[Collected data entries]
----
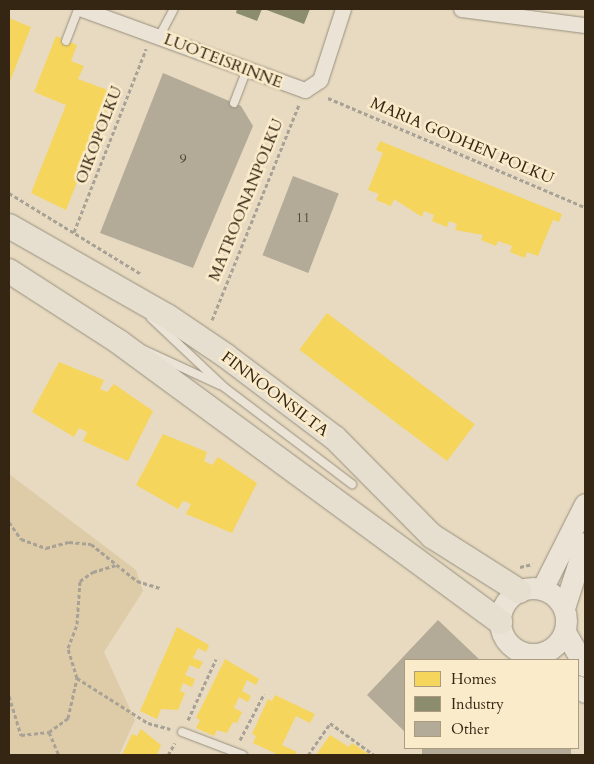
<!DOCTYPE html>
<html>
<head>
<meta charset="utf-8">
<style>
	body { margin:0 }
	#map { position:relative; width:594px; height:764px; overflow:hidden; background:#e7dac0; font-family:Cardo,serif }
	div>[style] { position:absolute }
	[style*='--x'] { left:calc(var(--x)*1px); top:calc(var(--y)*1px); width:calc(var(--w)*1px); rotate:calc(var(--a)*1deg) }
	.green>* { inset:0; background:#decca8 }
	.homes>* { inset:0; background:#f6d55c; transform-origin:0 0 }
	.industry>* { inset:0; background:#8c8c6e }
	.building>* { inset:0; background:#b3aa97; transform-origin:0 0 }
	.path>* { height:3px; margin-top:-1.5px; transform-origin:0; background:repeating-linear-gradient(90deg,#a8a296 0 4px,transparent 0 6.5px) }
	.roads { filter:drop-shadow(0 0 1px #988f7e) drop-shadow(0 0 1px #988f7e) }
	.lane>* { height:8px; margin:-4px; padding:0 4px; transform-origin:4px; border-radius:4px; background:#eae3d6 }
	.street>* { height:15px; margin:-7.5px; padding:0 7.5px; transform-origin:7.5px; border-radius:7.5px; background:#eae3d6 }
	.secondary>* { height:21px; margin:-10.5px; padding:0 10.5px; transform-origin:10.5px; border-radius:10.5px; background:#eae3d6 }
	.secondary>.ring { margin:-10.5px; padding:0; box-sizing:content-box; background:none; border:21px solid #eae3d6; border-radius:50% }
	.primary>* { height:24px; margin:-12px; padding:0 12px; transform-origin:12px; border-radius:12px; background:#e6dfd0 }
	span { translate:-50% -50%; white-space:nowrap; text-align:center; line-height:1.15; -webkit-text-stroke:5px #faebcb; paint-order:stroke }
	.number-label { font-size:14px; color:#544734 }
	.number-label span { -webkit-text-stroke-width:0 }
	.street-label { font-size:16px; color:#352613 }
	.frame { position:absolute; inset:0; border:10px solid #352613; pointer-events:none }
	.legend { position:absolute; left:404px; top:659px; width:175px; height:90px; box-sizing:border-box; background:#faebcb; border:1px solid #ab9c81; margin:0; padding:6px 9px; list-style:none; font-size:15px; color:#352613 }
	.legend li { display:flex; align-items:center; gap:10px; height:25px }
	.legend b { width:25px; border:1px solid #ab9c81 }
</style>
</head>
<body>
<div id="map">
	<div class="green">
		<i style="clip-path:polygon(9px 474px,136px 570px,143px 591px,104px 652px,135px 720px,119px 755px,9px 755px)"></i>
	</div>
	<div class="homes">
		<i style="clip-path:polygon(9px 18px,31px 27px,9px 84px)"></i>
		<i style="clip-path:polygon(56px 36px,77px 45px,71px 61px,84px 66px,78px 79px,113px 92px,66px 210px,31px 193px,66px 105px,34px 92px)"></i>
		<i style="clip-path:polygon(380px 141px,562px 214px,559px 222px,553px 220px,538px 256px,527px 252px,525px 258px,510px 252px,512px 246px,498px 241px,496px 246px,481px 240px,483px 235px,455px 230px,457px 224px,449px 221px,447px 227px,432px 221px,434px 215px,424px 211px,422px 217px,394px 199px,391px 206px,376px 200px,379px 194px,368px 190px,383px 153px,376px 150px)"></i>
		<i style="left:327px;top:313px;width:185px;height:46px;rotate:37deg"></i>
		<i style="clip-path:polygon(59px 362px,104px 380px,100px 389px,107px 392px,114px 384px,153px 411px,128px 461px,83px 441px,87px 432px,79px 428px,74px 437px,32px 412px)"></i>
		<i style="clip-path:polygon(163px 434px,207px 452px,204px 461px,212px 465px,218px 457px,257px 483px,232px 533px,186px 514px,191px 504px,183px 501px,178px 509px,136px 485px)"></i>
		<i style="clip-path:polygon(177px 627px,209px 645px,206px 652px,198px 648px,193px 658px,203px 662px,199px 669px,190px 665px,185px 675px,195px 679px,192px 687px,183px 683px,180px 691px,185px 693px,178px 710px,161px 709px,157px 719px,140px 711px)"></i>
		<i style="clip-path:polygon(225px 659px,259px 679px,256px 685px,247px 680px,242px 691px,251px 696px,248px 702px,239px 697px,234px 708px,242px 712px,237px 723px,233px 722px,227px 733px,217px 730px,214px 736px,196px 728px,200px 720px,196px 718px)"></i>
		<i style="clip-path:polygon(275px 695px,315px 714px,310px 723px,296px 716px,282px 745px,297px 752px,295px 755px,279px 755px,253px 743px,256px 736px,252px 734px,268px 699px,272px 701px)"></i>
		<i style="clip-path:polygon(141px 729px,161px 745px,157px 755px,122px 755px,132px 734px,137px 736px)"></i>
		<i style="clip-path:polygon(330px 735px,349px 747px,352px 743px,370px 755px,316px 755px)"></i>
	</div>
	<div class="industry">
		<i style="clip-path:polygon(237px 9px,262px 9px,257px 21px,236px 13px)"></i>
		<i style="clip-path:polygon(264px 9px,310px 9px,304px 24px)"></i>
	</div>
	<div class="building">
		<i style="clip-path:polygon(163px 73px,241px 106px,253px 126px,193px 268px,100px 233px)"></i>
		<i style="left:293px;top:176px;width:49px;height:85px;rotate:21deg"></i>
		<i style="clip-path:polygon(438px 620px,480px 660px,405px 660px,405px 732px,367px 695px)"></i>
		<i style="left:422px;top:748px;width:149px;height:11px"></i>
	</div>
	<div class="path">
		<i style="--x:328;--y:98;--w:279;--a:23"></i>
		<i style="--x:9;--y:193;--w:155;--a:31.5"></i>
		<i style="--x:74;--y:232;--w:197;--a:-68.5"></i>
		<i style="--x:212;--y:320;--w:232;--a:-68"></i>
		<i style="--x:9;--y:522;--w:21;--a:55"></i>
		<i style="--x:21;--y:539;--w:27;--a:20"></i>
		<i style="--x:46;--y:548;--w:24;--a:-15"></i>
		<i style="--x:69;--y:542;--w:22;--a:5"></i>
		<i style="--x:91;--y:544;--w:59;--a:38.8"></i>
		<i style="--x:137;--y:581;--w:24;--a:17"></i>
		<i style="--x:520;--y:567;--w:13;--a:-13"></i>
		<i style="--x:77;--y:678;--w:84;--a:32.4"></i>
		<i style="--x:148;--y:723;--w:23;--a:15"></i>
		<i style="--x:9;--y:696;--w:41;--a:72.9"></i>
		<i style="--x:21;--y:735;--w:28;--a:-6"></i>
		<i style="--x:49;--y:732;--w:24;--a:-36"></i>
		<i style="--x:68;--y:718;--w:41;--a:-77.3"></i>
		<i style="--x:77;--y:678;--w:31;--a:-107"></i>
		<i style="--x:68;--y:648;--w:26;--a:-69"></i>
		<i style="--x:77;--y:624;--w:43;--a:-86"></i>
		<i style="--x:80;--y:581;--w:16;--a:-35"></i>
		<i style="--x:93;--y:572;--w:24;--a:-17"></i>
		<i style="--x:188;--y:720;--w:67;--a:-65.3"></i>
		<i style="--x:49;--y:732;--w:25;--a:67"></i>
		<i style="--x:240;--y:740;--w:52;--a:-62.4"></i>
		<i style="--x:168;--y:755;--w:14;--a:-60"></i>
		<i style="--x:308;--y:755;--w:39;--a:-55"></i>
		<i style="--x:330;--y:723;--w:54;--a:36"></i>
	</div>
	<div class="roads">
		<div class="lane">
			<i style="--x:159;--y:37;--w:32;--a:-62"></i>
			<i style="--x:66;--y:41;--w:34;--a:-69"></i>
			<i style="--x:234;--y:103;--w:34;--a:-69"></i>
			<i style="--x:151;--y:318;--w:100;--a:43.4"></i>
			<i style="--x:224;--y:387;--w:161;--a:37.2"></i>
			<i style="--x:142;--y:349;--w:86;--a:24.8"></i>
			<i style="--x:182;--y:732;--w:65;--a:20.7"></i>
		</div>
		<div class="street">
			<i style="--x:82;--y:9;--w:237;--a:20"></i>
			<i style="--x:305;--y:90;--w:18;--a:-34"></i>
			<i style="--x:320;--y:80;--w:75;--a:-72.1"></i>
			<i style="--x:461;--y:9;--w:125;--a:7.4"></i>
		</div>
		<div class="secondary">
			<i class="ring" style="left:500px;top:588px;width:45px;height:45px"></i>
			<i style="--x:542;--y:589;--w:95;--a:-63.2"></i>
			<i style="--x:564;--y:608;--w:68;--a:-72.1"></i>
			<i style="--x:565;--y:632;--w:39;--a:60"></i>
			<i style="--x:578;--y:686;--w:9;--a:41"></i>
		</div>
		<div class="primary">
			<i style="--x:9;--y:226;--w:182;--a:29.7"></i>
			<i style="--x:167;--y:316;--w:71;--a:34.1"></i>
			<i style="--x:226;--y:356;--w:136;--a:37"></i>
			<i style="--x:335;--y:438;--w:138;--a:45.3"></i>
			<i style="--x:432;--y:536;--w:103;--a:32.3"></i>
			<i style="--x:9;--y:271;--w:131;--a:32.8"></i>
			<i style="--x:119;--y:342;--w:473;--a:36.3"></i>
		</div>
	</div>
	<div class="number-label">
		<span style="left:183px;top:159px">9</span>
		<span style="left:303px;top:218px">11</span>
	</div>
	<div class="street-label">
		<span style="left:223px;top:61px;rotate:21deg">LUOTEISRINNE</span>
		<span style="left:99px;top:135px;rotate:-69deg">OIKOPOLKU</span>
		<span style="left:462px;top:141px;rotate:23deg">MARIA GODHEN POLKU</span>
		<span style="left:246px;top:200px;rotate:-68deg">MATROONANPOLKU</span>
		<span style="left:275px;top:394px;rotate:37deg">FINNOONSILTA</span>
	</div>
	<div class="frame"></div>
	<ul class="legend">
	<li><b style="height:14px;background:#f6d55c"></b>Homes</li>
	<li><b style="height:14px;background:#8c8c6e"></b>Industry</li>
	<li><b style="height:14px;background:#b3aa97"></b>Other</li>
	</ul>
</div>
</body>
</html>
----
Go to the line with "inset:0; background:#f6d55c; transform-origin:0" in the entries above and repeat every line from there through the line with "height:8px; margin:-4px; padding:0", exactly and with no other text.

- [EXERCISE RESPONSE]:
	.homes>* { inset:0; background:#f6d55c; transform-origin:0 0 }
	.industry>* { inset:0; background:#8c8c6e }
	.building>* { inset:0; background:#b3aa97; transform-origin:0 0 }
	.path>* { height:3px; margin-top:-1.5px; transform-origin:0; background:repeating-linear-gradient(90deg,#a8a296 0 4px,transparent 0 6.5px) }
	.roads { filter:drop-shadow(0 0 1px #988f7e) drop-shadow(0 0 1px #988f7e) }
	.lane>* { height:8px; margin:-4px; padding:0 4px; transform-origin:4px; border-radius:4px; background:#eae3d6 }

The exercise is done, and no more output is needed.